── Data records
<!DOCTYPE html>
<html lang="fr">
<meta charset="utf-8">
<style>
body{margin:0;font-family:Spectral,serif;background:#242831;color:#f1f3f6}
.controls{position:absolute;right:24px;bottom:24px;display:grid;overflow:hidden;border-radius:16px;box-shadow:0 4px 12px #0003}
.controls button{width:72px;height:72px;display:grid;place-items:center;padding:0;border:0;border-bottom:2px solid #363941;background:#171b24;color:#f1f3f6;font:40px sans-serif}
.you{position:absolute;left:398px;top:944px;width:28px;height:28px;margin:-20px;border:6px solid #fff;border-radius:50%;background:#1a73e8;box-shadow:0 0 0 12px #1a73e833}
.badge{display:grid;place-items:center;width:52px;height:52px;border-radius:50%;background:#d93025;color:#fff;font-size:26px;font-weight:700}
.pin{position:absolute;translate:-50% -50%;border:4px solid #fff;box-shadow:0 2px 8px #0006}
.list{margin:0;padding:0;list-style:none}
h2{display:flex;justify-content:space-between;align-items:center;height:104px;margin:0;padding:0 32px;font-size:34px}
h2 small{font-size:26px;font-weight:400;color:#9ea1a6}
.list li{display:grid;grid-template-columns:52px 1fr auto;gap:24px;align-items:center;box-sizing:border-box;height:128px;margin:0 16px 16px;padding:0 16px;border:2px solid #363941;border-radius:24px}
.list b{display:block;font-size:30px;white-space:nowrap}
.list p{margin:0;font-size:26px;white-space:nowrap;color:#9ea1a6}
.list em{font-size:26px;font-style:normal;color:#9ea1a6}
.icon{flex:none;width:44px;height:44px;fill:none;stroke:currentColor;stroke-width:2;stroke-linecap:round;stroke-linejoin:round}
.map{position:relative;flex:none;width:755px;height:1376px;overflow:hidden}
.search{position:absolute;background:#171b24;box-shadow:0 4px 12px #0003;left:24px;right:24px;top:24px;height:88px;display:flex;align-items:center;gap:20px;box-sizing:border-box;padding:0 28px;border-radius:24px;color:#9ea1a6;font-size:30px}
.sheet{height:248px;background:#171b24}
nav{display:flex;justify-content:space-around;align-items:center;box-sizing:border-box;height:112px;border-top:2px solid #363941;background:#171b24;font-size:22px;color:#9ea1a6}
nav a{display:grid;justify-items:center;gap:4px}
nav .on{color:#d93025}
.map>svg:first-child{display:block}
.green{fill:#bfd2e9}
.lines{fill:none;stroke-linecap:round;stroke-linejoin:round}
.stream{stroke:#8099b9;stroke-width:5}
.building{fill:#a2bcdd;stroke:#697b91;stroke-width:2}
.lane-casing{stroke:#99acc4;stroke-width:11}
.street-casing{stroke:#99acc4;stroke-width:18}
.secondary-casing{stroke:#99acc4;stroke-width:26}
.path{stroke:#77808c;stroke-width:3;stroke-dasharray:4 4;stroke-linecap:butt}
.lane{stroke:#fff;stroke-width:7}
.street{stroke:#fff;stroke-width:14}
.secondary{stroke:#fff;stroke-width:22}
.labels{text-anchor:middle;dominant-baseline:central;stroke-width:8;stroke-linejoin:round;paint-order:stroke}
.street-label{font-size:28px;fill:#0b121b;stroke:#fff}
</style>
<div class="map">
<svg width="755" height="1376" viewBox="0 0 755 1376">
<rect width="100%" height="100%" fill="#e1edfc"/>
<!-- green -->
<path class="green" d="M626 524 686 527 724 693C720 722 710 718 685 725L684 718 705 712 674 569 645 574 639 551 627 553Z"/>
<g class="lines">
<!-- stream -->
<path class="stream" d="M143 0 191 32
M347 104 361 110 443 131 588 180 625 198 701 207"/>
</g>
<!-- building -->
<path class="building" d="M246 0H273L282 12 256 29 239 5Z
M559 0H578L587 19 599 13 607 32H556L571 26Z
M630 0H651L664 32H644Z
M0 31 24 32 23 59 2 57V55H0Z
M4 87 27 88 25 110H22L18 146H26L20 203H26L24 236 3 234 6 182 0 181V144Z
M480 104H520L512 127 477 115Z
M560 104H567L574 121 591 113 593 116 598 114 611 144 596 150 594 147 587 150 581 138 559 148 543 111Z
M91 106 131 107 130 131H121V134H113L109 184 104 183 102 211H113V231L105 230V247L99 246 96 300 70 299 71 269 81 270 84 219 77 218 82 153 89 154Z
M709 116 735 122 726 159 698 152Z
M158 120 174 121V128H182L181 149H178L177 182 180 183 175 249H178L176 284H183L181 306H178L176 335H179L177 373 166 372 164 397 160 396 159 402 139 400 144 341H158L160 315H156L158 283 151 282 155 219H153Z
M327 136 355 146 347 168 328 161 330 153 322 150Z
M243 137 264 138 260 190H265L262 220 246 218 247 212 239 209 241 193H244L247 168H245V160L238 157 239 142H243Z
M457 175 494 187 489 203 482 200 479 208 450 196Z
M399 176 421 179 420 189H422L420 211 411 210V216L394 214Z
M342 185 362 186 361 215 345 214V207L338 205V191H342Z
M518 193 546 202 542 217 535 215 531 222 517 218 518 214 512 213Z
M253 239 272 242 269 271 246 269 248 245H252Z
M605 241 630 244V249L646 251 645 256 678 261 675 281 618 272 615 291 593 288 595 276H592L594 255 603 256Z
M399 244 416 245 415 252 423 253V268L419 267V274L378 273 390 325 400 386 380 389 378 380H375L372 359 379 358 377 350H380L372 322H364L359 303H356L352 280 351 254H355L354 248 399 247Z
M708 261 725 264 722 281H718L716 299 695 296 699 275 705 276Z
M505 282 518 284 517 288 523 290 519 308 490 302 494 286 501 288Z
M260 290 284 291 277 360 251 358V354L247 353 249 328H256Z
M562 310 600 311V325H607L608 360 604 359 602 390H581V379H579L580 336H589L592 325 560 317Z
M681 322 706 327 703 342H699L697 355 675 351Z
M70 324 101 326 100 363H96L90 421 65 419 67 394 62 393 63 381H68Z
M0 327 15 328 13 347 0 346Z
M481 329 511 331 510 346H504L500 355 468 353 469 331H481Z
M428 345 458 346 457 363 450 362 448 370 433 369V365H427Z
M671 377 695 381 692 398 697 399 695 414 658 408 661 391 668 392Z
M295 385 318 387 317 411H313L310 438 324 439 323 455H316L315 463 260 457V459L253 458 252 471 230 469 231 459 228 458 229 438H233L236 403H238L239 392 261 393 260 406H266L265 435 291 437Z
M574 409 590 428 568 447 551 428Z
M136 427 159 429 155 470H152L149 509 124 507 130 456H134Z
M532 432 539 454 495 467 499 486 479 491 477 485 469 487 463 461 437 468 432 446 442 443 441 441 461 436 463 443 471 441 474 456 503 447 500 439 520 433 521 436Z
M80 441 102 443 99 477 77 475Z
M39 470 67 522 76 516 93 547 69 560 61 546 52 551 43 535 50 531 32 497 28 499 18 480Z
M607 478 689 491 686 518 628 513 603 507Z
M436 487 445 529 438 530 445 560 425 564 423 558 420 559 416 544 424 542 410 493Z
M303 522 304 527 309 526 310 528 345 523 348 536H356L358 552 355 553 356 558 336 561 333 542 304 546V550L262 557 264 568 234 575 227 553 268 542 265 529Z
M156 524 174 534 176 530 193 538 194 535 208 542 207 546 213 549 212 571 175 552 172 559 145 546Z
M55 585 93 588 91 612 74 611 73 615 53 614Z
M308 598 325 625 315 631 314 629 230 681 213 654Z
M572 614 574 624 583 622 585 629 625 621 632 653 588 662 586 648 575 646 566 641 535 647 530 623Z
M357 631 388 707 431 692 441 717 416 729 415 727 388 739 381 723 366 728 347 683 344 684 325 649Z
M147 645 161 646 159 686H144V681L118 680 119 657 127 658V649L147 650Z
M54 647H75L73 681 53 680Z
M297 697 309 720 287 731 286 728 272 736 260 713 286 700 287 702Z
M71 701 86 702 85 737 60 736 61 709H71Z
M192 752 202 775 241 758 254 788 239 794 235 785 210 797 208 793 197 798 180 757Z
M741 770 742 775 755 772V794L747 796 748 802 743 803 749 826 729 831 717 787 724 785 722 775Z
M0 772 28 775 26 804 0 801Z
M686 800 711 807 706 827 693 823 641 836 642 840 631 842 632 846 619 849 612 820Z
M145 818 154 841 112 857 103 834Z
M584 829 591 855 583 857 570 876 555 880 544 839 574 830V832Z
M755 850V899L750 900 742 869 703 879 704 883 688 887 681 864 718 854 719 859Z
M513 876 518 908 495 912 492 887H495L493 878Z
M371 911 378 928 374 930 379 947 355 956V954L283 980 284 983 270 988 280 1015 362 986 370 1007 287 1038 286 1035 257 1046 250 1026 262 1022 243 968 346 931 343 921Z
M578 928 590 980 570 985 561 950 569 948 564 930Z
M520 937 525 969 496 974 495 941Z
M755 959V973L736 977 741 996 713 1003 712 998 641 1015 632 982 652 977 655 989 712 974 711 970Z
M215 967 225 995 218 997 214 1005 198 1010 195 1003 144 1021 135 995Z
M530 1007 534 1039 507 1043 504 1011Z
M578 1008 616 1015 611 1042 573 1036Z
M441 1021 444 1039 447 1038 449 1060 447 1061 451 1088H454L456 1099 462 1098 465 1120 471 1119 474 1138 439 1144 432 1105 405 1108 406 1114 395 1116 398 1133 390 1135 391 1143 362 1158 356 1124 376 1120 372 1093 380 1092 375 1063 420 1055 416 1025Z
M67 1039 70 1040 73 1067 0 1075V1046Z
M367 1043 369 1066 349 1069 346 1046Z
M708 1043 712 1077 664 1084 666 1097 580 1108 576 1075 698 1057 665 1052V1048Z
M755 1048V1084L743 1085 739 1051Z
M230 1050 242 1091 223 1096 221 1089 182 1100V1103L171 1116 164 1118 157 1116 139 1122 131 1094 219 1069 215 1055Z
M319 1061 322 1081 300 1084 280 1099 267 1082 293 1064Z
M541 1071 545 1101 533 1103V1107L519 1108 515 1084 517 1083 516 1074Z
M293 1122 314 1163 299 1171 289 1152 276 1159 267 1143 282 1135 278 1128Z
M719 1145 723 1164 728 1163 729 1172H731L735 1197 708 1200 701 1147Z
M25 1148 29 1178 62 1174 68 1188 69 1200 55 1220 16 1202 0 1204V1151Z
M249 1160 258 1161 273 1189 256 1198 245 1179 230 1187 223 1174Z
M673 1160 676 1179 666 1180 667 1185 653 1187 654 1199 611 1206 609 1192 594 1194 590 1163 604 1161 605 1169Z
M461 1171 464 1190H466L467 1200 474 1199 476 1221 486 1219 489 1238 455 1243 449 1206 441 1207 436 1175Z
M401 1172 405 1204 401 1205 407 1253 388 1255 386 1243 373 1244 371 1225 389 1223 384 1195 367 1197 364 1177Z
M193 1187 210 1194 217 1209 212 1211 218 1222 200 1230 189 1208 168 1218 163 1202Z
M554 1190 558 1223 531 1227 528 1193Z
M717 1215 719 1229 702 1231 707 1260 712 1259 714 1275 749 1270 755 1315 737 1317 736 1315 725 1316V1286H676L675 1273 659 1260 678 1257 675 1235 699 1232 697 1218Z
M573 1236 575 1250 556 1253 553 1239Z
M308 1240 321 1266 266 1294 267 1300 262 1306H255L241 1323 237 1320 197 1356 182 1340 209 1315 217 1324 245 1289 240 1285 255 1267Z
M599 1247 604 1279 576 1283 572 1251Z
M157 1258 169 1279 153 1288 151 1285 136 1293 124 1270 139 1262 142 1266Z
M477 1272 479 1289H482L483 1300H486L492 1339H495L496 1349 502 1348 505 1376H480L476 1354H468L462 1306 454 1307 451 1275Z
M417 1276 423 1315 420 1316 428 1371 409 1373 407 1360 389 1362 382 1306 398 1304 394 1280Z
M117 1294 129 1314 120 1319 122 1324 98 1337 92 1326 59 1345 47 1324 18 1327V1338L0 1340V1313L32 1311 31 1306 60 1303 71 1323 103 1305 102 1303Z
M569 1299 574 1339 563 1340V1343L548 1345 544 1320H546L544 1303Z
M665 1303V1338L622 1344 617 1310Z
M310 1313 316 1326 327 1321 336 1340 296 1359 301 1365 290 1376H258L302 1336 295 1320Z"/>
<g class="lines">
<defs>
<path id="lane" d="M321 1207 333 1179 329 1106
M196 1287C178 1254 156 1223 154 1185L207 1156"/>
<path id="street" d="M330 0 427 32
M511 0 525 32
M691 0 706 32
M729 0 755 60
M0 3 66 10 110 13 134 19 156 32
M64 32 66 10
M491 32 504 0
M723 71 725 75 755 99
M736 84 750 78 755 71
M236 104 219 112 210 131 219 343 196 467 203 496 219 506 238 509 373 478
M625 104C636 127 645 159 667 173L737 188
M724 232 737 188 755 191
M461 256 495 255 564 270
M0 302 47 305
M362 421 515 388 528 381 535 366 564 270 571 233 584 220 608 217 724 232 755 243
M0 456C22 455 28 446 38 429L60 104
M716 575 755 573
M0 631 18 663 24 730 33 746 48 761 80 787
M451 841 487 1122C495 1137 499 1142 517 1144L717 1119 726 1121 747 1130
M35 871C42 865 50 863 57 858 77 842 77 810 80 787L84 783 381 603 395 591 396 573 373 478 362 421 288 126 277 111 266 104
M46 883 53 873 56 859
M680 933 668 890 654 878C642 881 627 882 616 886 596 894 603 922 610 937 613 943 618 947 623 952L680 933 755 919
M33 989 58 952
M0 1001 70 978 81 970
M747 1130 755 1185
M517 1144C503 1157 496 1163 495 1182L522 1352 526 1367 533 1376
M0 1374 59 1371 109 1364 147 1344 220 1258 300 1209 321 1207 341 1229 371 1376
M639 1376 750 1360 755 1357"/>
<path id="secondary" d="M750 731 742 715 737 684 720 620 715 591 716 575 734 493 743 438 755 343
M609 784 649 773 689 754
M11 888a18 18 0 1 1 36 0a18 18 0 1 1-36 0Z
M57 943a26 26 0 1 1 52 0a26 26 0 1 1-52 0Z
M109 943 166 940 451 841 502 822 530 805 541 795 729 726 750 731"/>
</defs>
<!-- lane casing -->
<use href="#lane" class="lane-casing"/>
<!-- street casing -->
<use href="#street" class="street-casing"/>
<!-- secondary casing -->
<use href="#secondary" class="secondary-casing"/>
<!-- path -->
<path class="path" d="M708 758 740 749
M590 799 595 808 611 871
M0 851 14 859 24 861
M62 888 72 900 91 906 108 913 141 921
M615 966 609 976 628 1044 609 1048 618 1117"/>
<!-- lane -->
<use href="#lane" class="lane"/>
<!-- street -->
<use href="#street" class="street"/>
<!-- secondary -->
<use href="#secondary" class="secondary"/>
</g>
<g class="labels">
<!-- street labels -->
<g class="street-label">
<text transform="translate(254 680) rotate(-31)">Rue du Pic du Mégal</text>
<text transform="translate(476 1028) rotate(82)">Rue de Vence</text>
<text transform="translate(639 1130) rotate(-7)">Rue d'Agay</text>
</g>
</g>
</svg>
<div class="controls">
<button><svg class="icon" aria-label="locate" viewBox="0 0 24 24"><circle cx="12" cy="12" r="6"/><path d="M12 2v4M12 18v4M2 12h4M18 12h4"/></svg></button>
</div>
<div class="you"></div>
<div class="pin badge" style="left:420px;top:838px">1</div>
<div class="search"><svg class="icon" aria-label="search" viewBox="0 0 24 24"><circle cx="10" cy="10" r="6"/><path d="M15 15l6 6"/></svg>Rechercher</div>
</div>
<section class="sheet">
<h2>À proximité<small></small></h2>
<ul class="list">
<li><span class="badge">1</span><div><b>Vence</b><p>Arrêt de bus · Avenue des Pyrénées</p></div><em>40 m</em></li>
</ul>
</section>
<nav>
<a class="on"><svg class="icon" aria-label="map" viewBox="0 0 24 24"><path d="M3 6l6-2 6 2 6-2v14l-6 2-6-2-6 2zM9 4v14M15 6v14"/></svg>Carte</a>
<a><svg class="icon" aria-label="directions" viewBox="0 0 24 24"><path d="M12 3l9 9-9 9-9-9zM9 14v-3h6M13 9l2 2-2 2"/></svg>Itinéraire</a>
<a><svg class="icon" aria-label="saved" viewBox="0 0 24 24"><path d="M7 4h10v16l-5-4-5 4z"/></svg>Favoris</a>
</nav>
────
- _Exercise directions_
Look above for the line containing "<h2>À proximité<small></small></h2>". Return it and each line after it exactly, through the last line, and nothing more.

- _Answer to this problem_
<h2>À proximité<small></small></h2>
<ul class="list">
<li><span class="badge">1</span><div><b>Vence</b><p>Arrêt de bus · Avenue des Pyrénées</p></div><em>40 m</em></li>
</ul>
</section>
<nav>
<a class="on"><svg class="icon" aria-label="map" viewBox="0 0 24 24"><path d="M3 6l6-2 6 2 6-2v14l-6 2-6-2-6 2zM9 4v14M15 6v14"/></svg>Carte</a>
<a><svg class="icon" aria-label="directions" viewBox="0 0 24 24"><path d="M12 3l9 9-9 9-9-9zM9 14v-3h6M13 9l2 2-2 2"/></svg>Itinéraire</a>
<a><svg class="icon" aria-label="saved" viewBox="0 0 24 24"><path d="M7 4h10v16l-5-4-5 4z"/></svg>Favoris</a>
</nav>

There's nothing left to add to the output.